Blog 092: ktrace goes multi-arch — ARM64 semihosting transport and standalone repo

Date: 2026-03-19 Milestone: M10 Alpine Linux

Context

ktrace is Kevlar's high-bandwidth binary kernel tracer. Until today it was x86_64-only: each trace event calls outb(0xe9, byte) to QEMU's ISA debugcon device, which writes to a host chardev file at ~5 MB/s on KVM.

ARM64 just got real BusyBox support (Blog 091). The first debugging question we'll hit when ARM64 tests fail is "what was the kernel doing at the time?". ISA debugcon is a PC/AT bus device — it doesn't exist on ARM's virt machine.

We needed an ARM64 equivalent. We also noticed that the ktrace protocol (wire format + QEMU integration) is useful to any bare-metal kernel, not just Kevlar. Both observations pushed in the same direction: design a proper multi-arch transport, then extract ktrace into a standalone repo.


The ARM64 transport: ARM semihosting

ARM semihosting is the ARM-defined mechanism for a guest to communicate with its debug host. QEMU has supported it for years. The protocol is elegant:

x0 = operation number
x1 = parameter block address
HLT #0xF000              ← debug exception; QEMU intercepts and handles it

The operation that matters for tracing is SYS_WRITE (0x05): write a buffer to an open file handle. Combined with QEMU's -semihosting-config chardev=ID option, the output goes directly to a host file — exactly what ISA debugcon does on x86_64.

QEMU x86_64:  outb(0xe9, byte)          → isa-debugcon → chardev → ktrace.bin
QEMU ARM64:   HLT #0xF000 + SYS_WRITE  → semihosting  → chardev → ktrace.bin

Same chardev, same ktrace.bin, same decoder.

The write_bytes design

For single bytes, SYS_WRITEC (op 3) is the fastest path — one trap, one byte, x1 points to the byte on the stack:

#![allow(unused)]
fn main() {
pub fn write_byte(byte: u8) {
    unsafe {
        core::arch::asm!(
            "hlt #0xf000",
            in("x0")  SYS_WRITEC,
            in("x1")  &byte as *const u8,
            lateout("x0") _,
            options(nostack),
        );
    }
}
}

For bulk dumps (ring buffer flush), SYS_WRITE (op 5) is critical: a single trap writes the entire buffer regardless of size. The parameter block is a three-word struct on the stack:

#![allow(unused)]
fn main() {
pub fn write_bytes(data: &[u8]) {
    let params: [usize; 3] = [STDERR_HANDLE, data.as_ptr() as usize, data.len()];
    unsafe {
        core::arch::asm!(
            "hlt #0xf000",
            in("x0") SYS_WRITE,
            in("x1") params.as_ptr(),
            lateout("x0") _,
            options(nostack, readonly),
        );
    }
}
}

A typical ktrace dump is one CPU × 8192 entries × 32 bytes = 256 KB. On TCG (no KVM), one semihosting trap is ~500 ns.
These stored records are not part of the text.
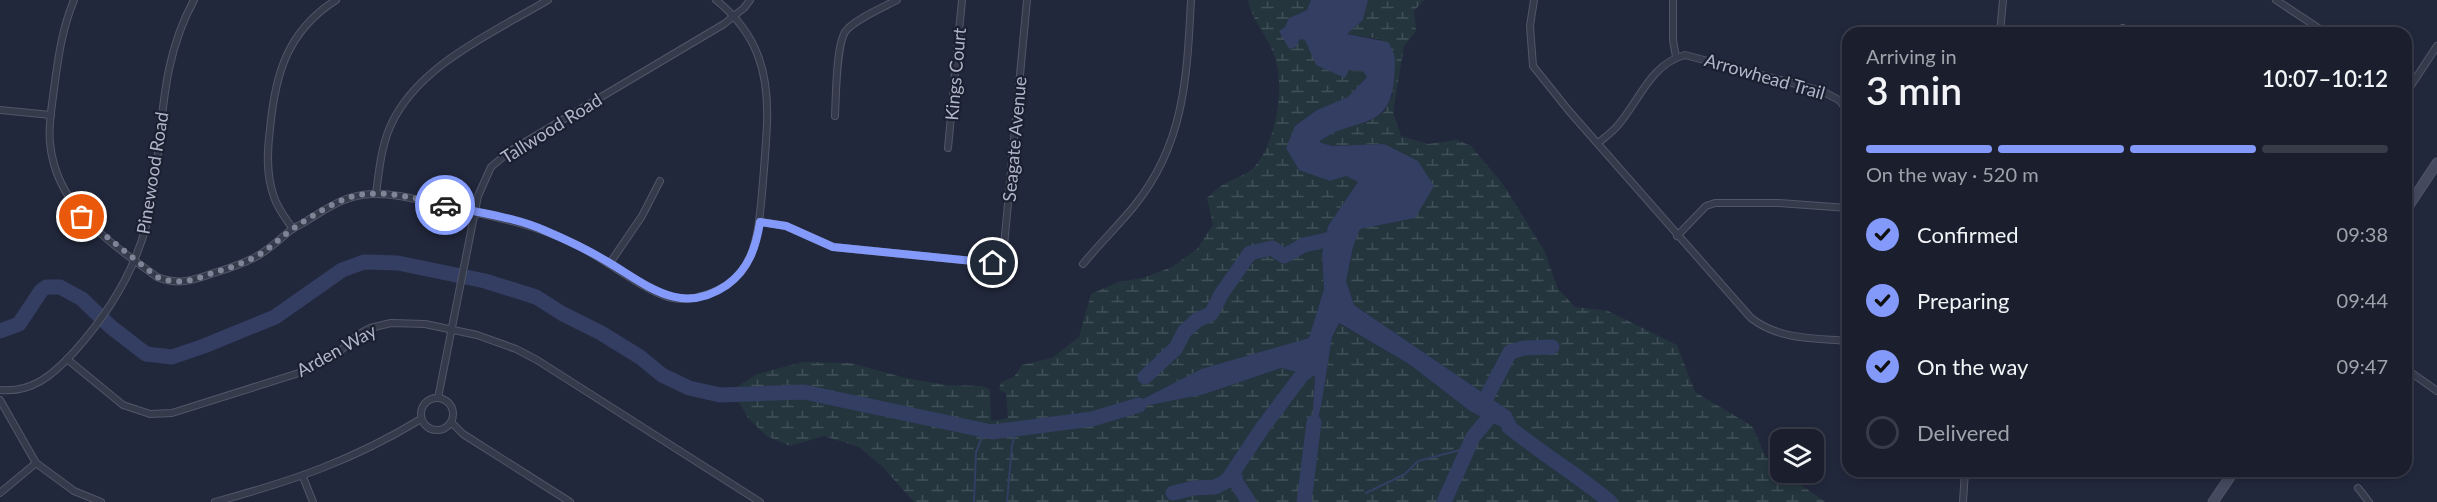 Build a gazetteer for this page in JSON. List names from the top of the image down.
{
  "streets": {
    "street": [
      "Kings Court",
      "Arrowhead Trail",
      "Tallwood Road",
      "Seagate Avenue",
      "Pinewood Road",
      "Arden Way"
    ]
  },
  "crossings": [
    ["Tallwood Road", "Arden Way"],
    ["Pinewood Road", "Arden Way"]
  ],
  "page": {
    "heading": ["3 min", "Arriving in", "10:07–10:12"],
    "bar": "On the way · 520 m",
    "list": [
      ["Confirmed", "09:38"],
      ["Preparing", "09:44"],
      ["On the way", "09:47"],
      "Delivered"
    ]
  }
} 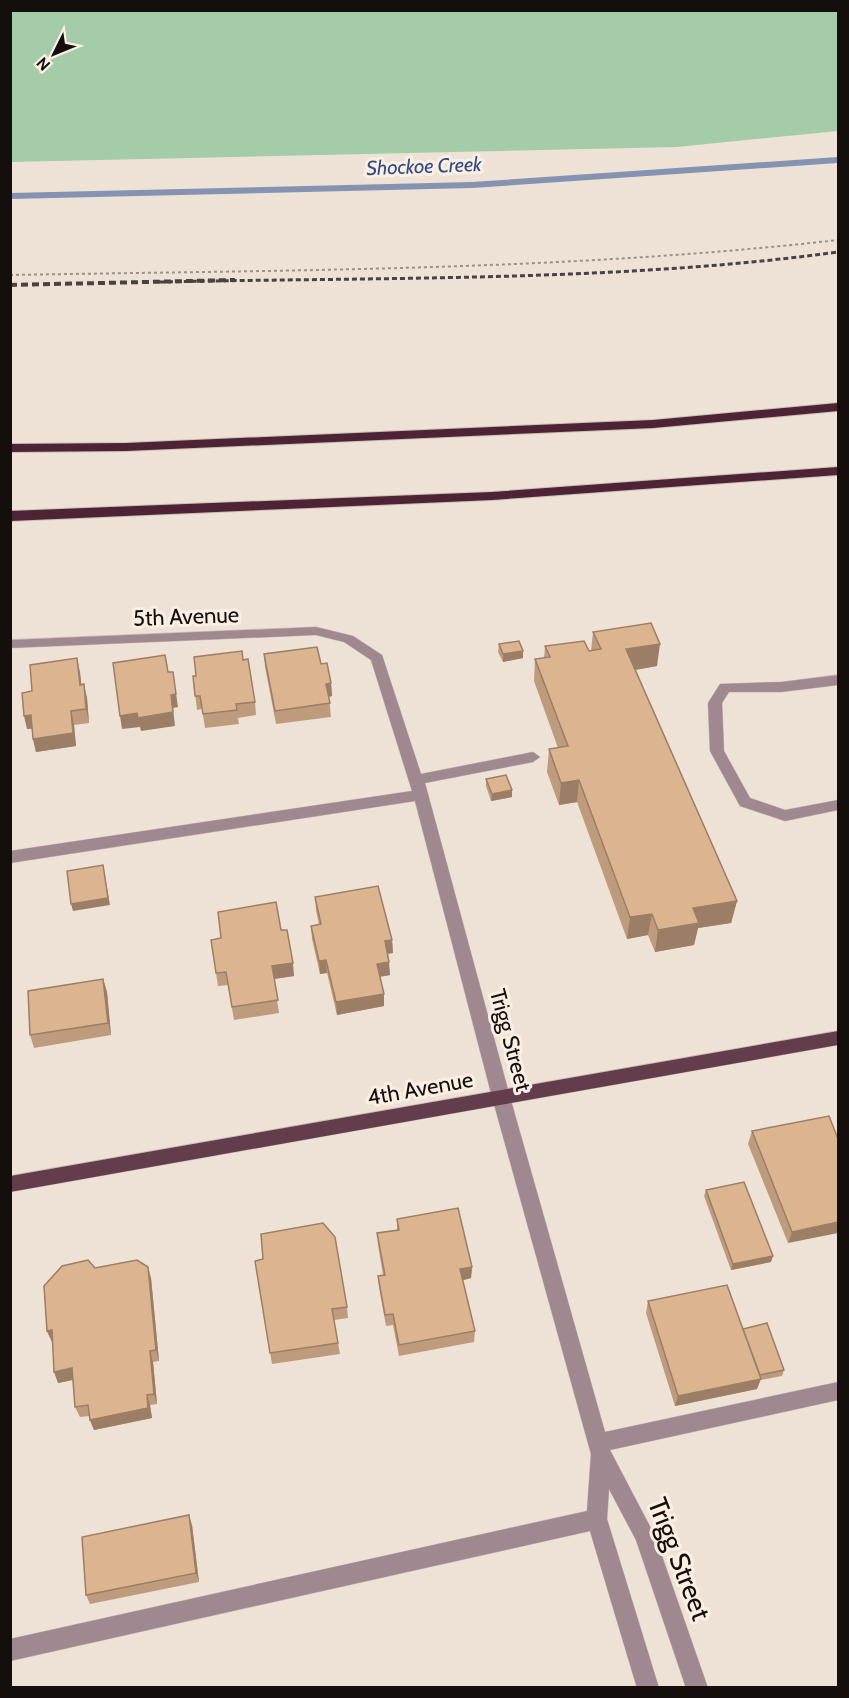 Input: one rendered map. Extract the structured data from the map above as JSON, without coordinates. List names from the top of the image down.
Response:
{
  "streets": {
    "main road": ["4th Avenue"],
    "street": ["5th Avenue", "Trigg Street"]
  },
  "crossings": [
    ["5th Avenue", "Trigg Street"],
    ["Trigg Street", "4th Avenue"]
  ],
  "water": ["Shockoe Creek"],
  "north": "bottom left"
}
With SYS_WRITE, the entire dump completes in a single trap — the same asymptotic cost as ISA debugcon's single chardev flush.

QEMU flags

# ARM64
-chardev file,id=ktrace,path=ktrace.bin \
-semihosting-config enable=on,target=native,chardev=ktrace

# x86_64 (unchanged)
-chardev file,id=ktrace,path=ktrace.bin \
-device isa-debugcon,chardev=ktrace,iobase=0xe9

Why semihosting is the right answer

The alternative would be to write a custom QEMU MMIO device (a "KTD — Kevlar Trace Device") at a fixed ARM64 virt machine address, similar to how the ISA debugcon device works on x86. That approach would require patching QEMU.

Semihosting gives us 95% of the same design — a QEMU-native mechanism that routes trace output to a chardev — without any QEMU patches. It already exists for exactly this purpose: low-level debug output from a bare-metal guest to the host.

The one remaining limitation is that semihosting output goes to stderr when no chardev= is configured, which means it mixes with QEMU's own output. The chardev=ktrace flag cleanly separates trace output into ktrace.bin.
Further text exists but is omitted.